Preparation 4.4 [I]:quantum system: The quantum infinite tensor basic structure is defined by \begin{align} [ {\mathcal C}(\otimes_{k=1}^\infty H) \subseteq B(\otimes_{k=1}^\infty H) \subseteq B(\otimes_{k=1}^\infty H)] \end{align} Therefore,infinite tensor state space is characterized by \begin{align} {\frak S}^p({\mathcal Tr}(\otimes_{k=1}^\infty H)) \subset {\frak S}^m({\mathcal Tr}(\otimes_{k=1}^\infty H))= \overline{\frak S}^m({\mathcal Tr}(\otimes_{k=1}^\infty H)) \tag{4.5} \end{align} Since Definition 2.17 says that ${\mathcal F} = {\mathcal F}_\rho$ $( \forall \rho \in {\frak S}^p({\mathcal Tr}( H)) )$, the sample probability space $(X^{{\mathbb N}},$ $\boxtimes_{k=1}^\infty{\mathcal F},$ $P_{\bigotimes_{k=1}^\infty \rho})$ of the infinite parallel measurement ${\mathsf M}_{\bigotimes_{k=1}^\infty B(H)} (\otimes_{k=1}^\infty {\mathsf O}= (X^{{\mathbb N}},$ $\boxtimes_{k=1}^\infty{\mathcal F},$ $\otimes{k=1}^\infty { F} ),$ $S_{[\bigotimes_{k=1}^\infty \rho]})$ is characterized by \begin{align} & P_{\bigotimes_{k=1}^\infty \rho} (\Xi_1 \times \Xi_2 \times \cdots \times \Xi_n{} \times(\times_{k=n+1}^\infty X)) = \times_{k=1}^n {}_{{}_{{\mathcal Tr}(H)}} \Big( \rho, F(\Xi_k ) \Big){}_{{}_{B(H)}} \tag{4.6} \\ & \quad ( \; \forall \Xi_k \in {\cal F}={\cal F}_\rho, (\; k=1,2,\ldots, n), n=1,2,3 \cdots ) \end{align} which is equal to the infinite product probability measure $\bigotimes_{k=1}^n P_\rho$.

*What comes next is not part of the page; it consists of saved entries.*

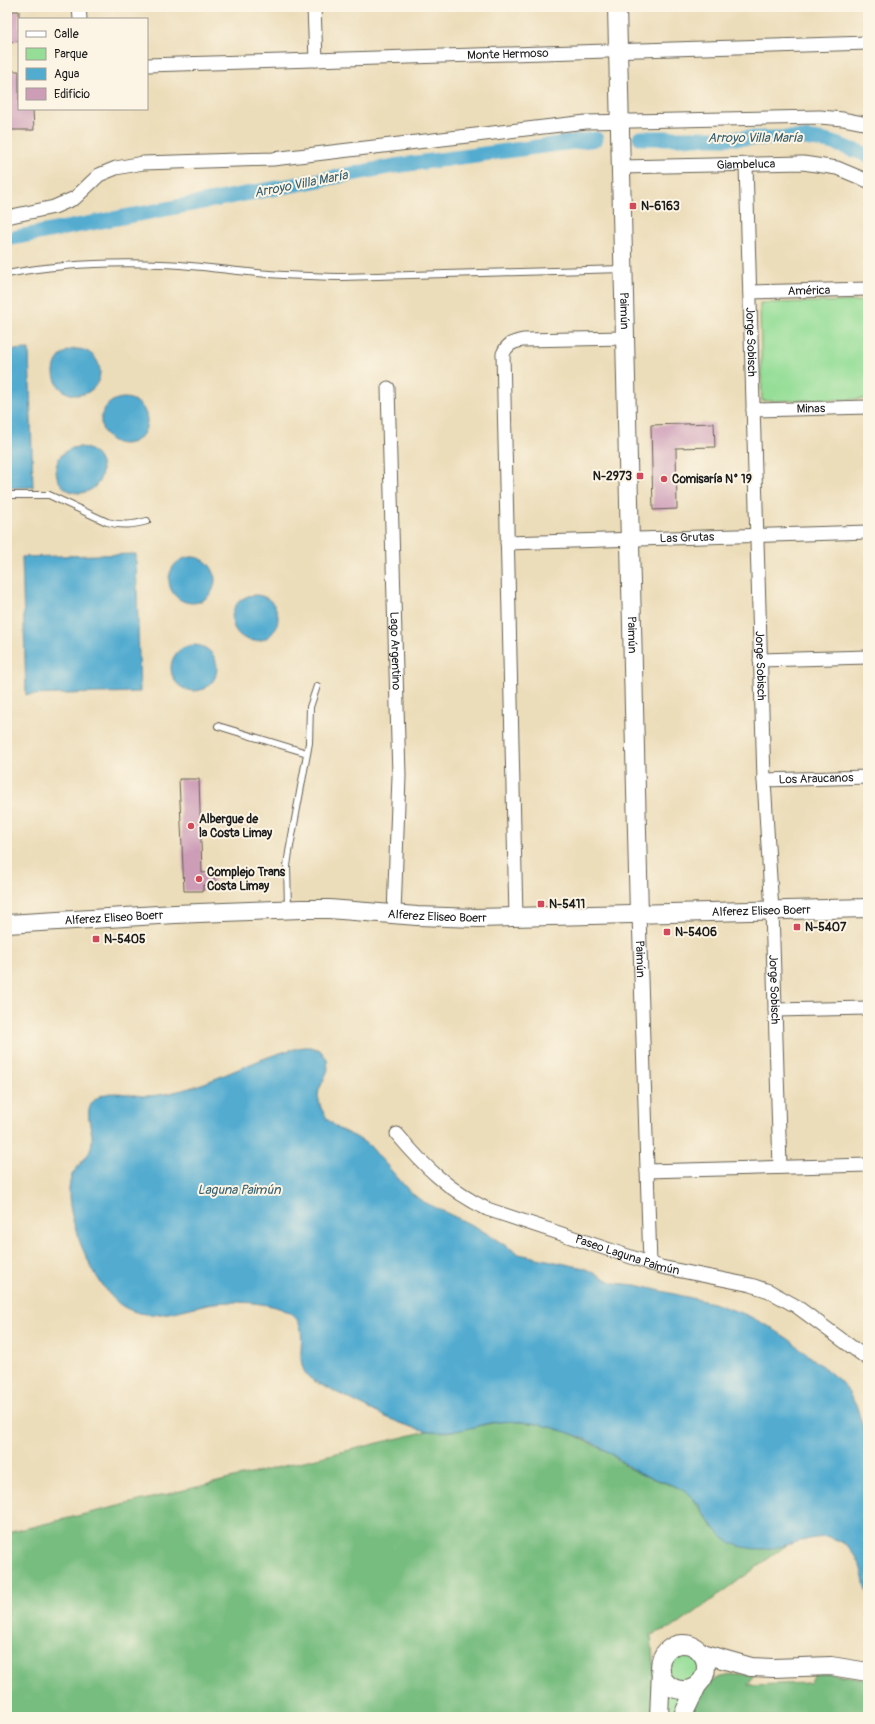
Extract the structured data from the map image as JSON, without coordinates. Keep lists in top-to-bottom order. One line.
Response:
{"streets":{"street":["Monte Hermoso","Giambeluca","América","Paimún","Jorge Sobisch","Minas","Las Grutas","Lago Argentino","Los Araucanos","Alferez Eliseo Boerr","Paseo Laguna Paimún"]},"crossings":[["Monte Hermoso","Paimún"],["Giambeluca","Paimún"],["Giambeluca","Jorge Sobisch"],["América","Jorge Sobisch"],["Paimún","Las Grutas"],["Paimún","Alferez Eliseo Boerr"],["Paimún","Paseo Laguna Paimún"],["Jorge Sobisch","Minas"],["Jorge Sobisch","Las Grutas"],["Jorge Sobisch","Los Araucanos"],["Jorge Sobisch","Alferez Eliseo Boerr"],["Lago Argentino","Alferez Eliseo Boerr"]],"water":["Arroyo Villa María","Laguna Paimún"],"places":{"transit":["N-6163","N-2973","N-5411","N-5407","N-5406","N-5405"],"other":["Comisaría N° 19","Albergue de la Costa Limay","Complejo Trans Costa Limay"]},"legend":["Calle","Parque","Agua","Edificio"]}
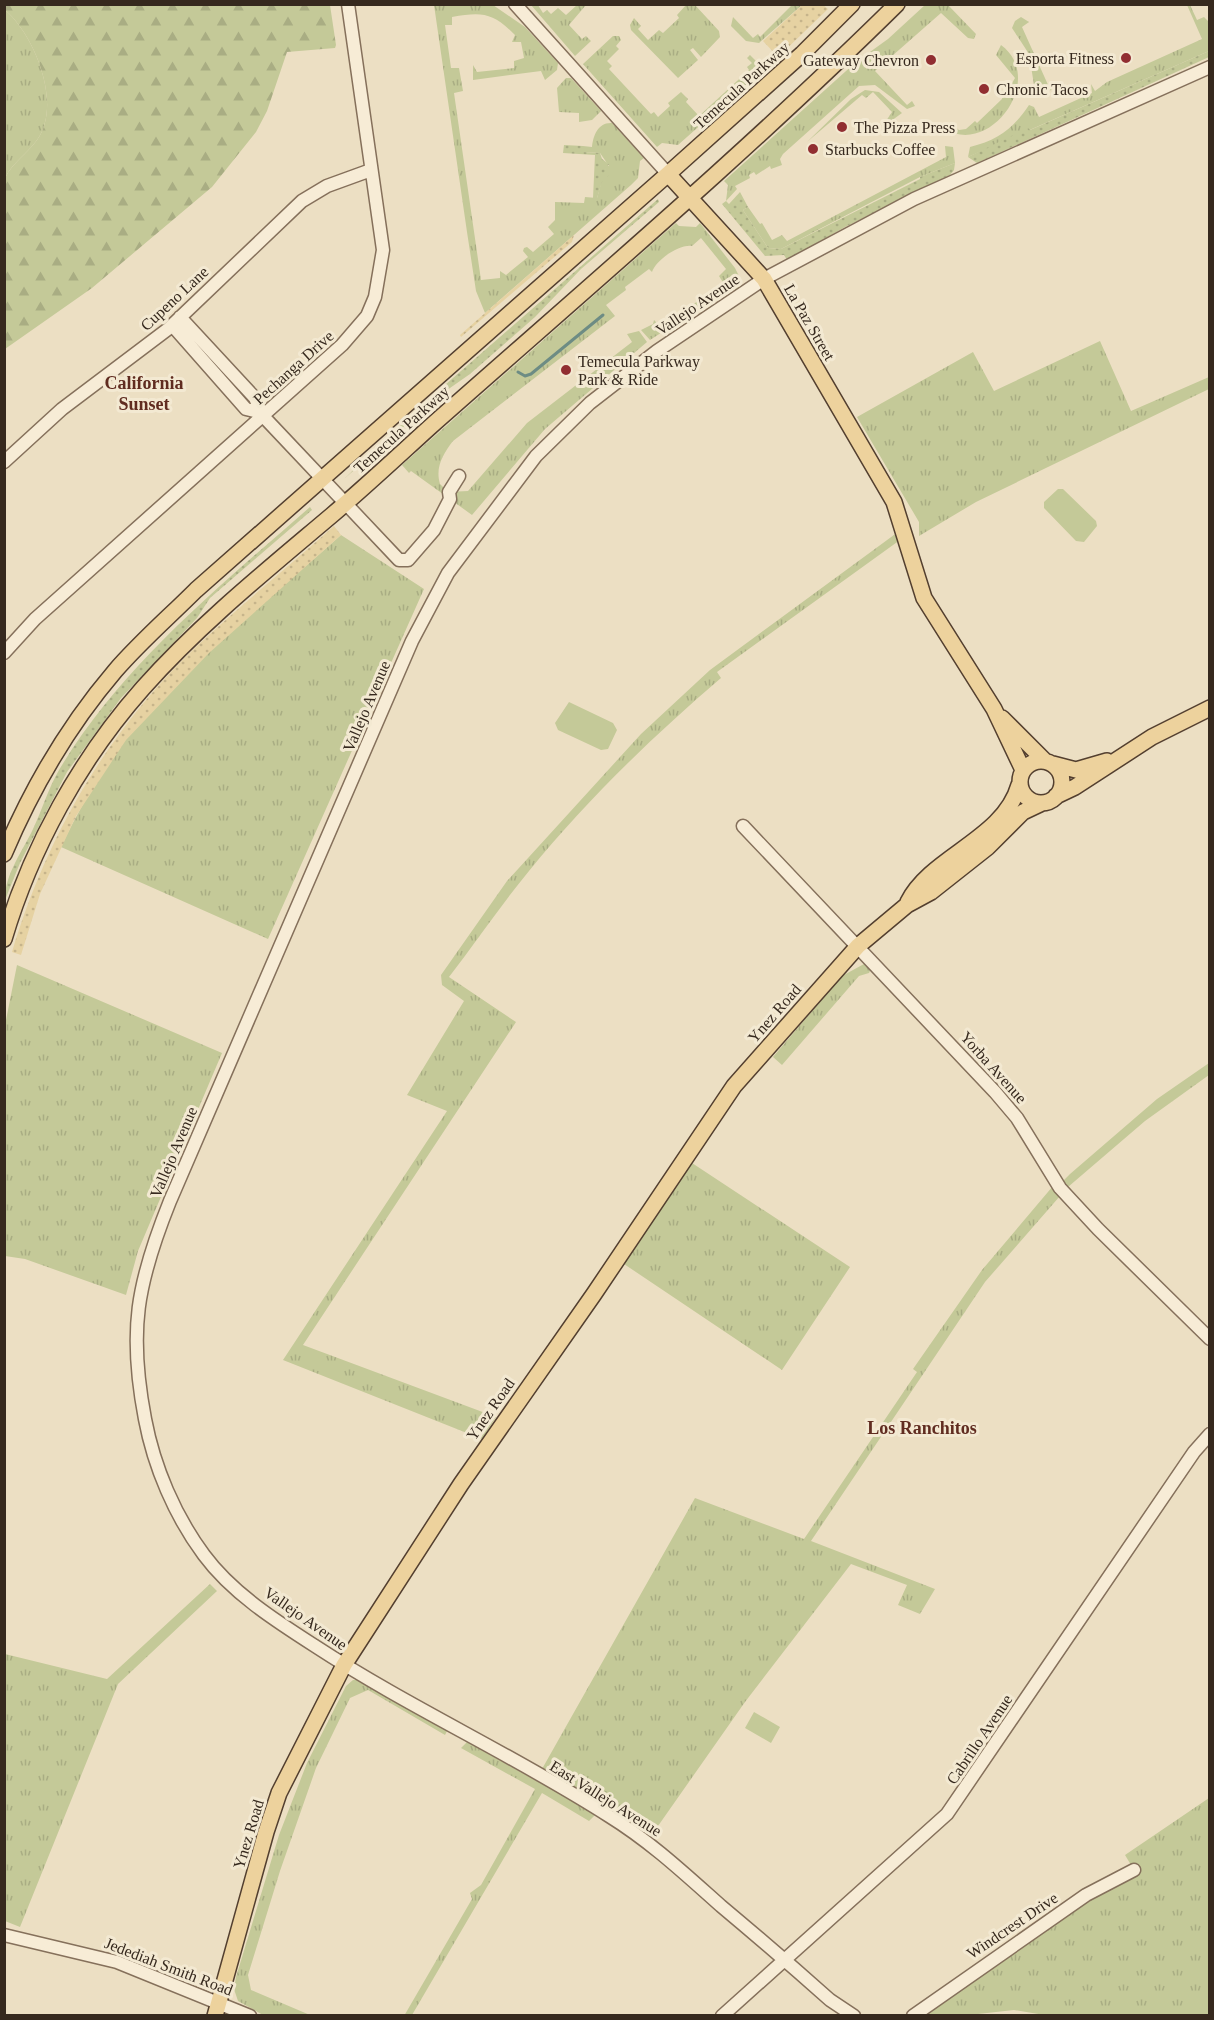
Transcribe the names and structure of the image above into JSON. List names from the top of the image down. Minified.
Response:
{"streets":{"main road":["Temecula Parkway","La Paz Street","Ynez Road"],"street":["Cupeno Lane","Vallejo Avenue","Pechanga Drive","Yorba Avenue","Cabrillo Avenue","East Vallejo Avenue","Windcrest Drive","Jedediah Smith Road"]},"crossings":[["Temecula Parkway","La Paz Street"],["Cupeno Lane","Pechanga Drive"],["Vallejo Avenue","La Paz Street"],["Vallejo Avenue","Ynez Road"],["Vallejo Avenue","East Vallejo Avenue"],["La Paz Street","Ynez Road"],["Ynez Road","Yorba Avenue"],["Ynez Road","East Vallejo Avenue"],["Ynez Road","Jedediah Smith Road"],["Cabrillo Avenue","East Vallejo Avenue"]],"districts":["California Sunset","Los Ranchitos"],"places":["Esporta Fitness","Gateway Chevron","Chronic Tacos","The Pizza Press","Starbucks Coffee","Temecula Parkway Park & Ride"]}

[II]:classical system: Without loss of generality, we assume that the state space $\Omega$ is compact, and $\nu(\Omega)=1$ (cf. Note 2.1). Then, the classical infinite tensor basic structure is defined by \begin{align} [ C_0(\times_{k=1}^\infty \Omega ) \subseteq L^\infty (\times_{k=1}^\infty \Omega, \otimes_{k=1}^\infty \nu) \subseteq B( L^2 ( \times_{k=1}^\infty \Omega, \otimes_{k=1}^\infty \nu ) ) ] \tag{4.7} \end{align} Therefore, the infinite tensor state space is characterized by \begin{align} {\frak S}^p(C_0(\times_{k=1}^\infty \Omega)^*)\Big( \approx \times_{k=1}^\infty \Omega \Big) \tag{4.8} \end{align} Put $\rho=\delta_\omega$. the sample probability space $(X^{{\mathbb N}},$ $\boxtimes_{k=1}^\infty{\mathcal F},$ $P_{\bigotimes_{k=1}^\infty \rho})$ of the infinite parallel measurement ${\mathsf M}_{ L^\infty (\times_{k=1}^\infty \Omega, \otimes_{k=1}^\infty \nu) } (\otimes_{k=1}^\infty {\mathsf O}= (X^{{\mathbb N}},$ $\boxtimes_{k=1}^\infty{\mathcal F},$ $\otimes{k=1}^\infty { F} ),$ $S_{[\bigotimes_{k=1}^\infty \rho]})$ is characterized by \begin{align} & P_{\bigotimes_{k=1}^\infty \rho} (\Xi_1 \times \Xi_2 \times \cdots \times \Xi_n{} \times(\times_{k=n+1}^\infty X)) = \times_{k=1}^n [ F(\Xi_k )](\omega ) \tag{4.9} \\ & \quad ( \; \forall \Xi_k \in {\cal F}={\cal F}_\rho, (\; k=1,2,\ldots, n), n=1,2,3 \cdots ) \end{align} which is equal to the infinite product probability measure $\bigotimes_{k=1}^n P_\rho$.
[III]: Conclusion: Therefore, we can conclude
 $(\sharp):$ in both cases, the sample probability space $(X^{{\mathbb N}},$ $\boxtimes_{k=1}^\infty {\mathcal F},$ $P_{\bigotimes_{k=1}^\infty \rho})$ is defined by the infinite product probability space $(X^{{\mathbb N}},$ $\boxtimes_{k=1}^\infty {\mathcal F},$ ${\bigotimes_{k=1}^\infty P_\rho})$
Summing up, we have the following theorem ( the law of large numbers ).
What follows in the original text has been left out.